Locate every line in the records below that holds the word "stream" and return each one.

^^^^^^^^^^^^^^^^

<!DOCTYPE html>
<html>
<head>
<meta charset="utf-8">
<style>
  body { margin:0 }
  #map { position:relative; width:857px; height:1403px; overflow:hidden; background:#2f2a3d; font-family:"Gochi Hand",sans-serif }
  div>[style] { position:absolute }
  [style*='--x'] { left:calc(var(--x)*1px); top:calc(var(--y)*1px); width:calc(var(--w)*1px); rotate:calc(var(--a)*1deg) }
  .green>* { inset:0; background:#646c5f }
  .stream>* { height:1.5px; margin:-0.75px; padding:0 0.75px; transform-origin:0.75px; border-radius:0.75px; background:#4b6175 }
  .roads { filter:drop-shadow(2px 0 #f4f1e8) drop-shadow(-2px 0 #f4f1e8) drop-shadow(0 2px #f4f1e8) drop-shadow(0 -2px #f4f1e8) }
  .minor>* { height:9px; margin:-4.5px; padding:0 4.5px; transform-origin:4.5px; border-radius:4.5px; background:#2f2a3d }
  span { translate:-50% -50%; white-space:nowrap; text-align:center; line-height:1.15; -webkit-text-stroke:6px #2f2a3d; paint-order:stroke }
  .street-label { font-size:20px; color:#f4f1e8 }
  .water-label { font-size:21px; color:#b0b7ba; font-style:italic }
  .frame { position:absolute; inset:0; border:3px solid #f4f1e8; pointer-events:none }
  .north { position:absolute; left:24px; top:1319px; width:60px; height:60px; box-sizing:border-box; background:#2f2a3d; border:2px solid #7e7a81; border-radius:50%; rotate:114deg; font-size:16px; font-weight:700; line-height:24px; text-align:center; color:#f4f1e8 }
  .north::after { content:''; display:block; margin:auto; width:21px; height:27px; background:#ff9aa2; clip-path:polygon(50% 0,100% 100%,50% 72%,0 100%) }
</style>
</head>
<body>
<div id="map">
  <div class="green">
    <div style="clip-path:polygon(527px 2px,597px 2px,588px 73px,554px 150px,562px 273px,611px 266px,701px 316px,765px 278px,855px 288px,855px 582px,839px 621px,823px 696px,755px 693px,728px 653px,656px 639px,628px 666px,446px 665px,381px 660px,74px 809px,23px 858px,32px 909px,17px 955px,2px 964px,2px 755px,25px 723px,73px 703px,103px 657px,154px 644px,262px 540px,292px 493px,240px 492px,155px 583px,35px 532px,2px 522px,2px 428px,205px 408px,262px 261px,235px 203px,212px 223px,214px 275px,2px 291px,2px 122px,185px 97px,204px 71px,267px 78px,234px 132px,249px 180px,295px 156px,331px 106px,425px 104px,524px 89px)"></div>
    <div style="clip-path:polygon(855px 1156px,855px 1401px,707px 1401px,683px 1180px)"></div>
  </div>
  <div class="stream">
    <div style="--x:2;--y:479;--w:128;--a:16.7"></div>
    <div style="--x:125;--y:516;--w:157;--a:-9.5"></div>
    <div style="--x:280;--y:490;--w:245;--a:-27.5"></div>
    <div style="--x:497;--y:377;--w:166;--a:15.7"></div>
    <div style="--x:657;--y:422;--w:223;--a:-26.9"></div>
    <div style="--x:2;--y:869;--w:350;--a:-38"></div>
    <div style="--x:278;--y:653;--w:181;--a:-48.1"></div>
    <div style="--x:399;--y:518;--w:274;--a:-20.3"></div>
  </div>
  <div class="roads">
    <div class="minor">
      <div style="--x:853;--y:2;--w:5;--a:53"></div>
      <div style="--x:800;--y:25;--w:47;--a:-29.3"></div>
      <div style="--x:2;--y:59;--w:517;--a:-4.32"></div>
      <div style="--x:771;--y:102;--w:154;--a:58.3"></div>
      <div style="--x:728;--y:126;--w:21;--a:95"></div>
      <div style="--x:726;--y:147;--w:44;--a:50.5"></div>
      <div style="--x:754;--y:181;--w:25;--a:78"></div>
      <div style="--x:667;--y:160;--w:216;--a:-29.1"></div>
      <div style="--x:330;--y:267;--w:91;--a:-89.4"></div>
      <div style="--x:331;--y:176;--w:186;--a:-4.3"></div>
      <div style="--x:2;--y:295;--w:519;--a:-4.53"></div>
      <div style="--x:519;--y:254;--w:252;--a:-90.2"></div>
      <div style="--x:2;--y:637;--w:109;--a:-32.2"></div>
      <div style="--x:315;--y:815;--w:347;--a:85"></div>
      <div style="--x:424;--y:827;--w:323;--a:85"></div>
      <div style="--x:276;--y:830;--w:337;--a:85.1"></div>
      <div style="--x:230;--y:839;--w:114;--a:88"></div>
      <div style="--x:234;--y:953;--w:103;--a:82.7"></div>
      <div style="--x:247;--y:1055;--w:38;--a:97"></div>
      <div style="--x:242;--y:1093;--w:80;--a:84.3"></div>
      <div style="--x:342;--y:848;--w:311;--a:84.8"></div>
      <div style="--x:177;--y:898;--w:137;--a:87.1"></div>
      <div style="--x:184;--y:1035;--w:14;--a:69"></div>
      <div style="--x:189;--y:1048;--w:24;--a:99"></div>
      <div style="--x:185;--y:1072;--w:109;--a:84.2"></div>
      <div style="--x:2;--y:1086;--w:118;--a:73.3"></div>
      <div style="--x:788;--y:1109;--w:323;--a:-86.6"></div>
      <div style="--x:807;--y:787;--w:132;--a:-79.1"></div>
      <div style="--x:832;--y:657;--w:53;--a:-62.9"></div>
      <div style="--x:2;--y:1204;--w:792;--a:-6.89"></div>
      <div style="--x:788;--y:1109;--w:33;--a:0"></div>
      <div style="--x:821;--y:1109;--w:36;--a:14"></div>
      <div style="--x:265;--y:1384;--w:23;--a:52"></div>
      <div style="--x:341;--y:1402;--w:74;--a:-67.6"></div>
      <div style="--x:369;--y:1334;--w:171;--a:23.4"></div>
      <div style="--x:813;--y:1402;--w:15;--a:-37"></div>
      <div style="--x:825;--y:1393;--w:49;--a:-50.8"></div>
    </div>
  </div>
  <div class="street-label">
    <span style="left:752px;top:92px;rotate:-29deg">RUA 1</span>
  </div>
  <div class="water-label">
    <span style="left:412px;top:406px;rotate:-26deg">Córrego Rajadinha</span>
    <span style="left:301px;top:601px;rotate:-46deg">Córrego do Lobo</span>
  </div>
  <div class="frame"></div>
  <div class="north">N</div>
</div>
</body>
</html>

^^^^^^^^^^^^^^^^

_TASK RESPONSE_.
  .stream>* { height:1.5px; margin:-0.75px; padding:0 0.75px; transform-origin:0.75px; border-radius:0.75px; background:#4b6175 }
  <div class="stream">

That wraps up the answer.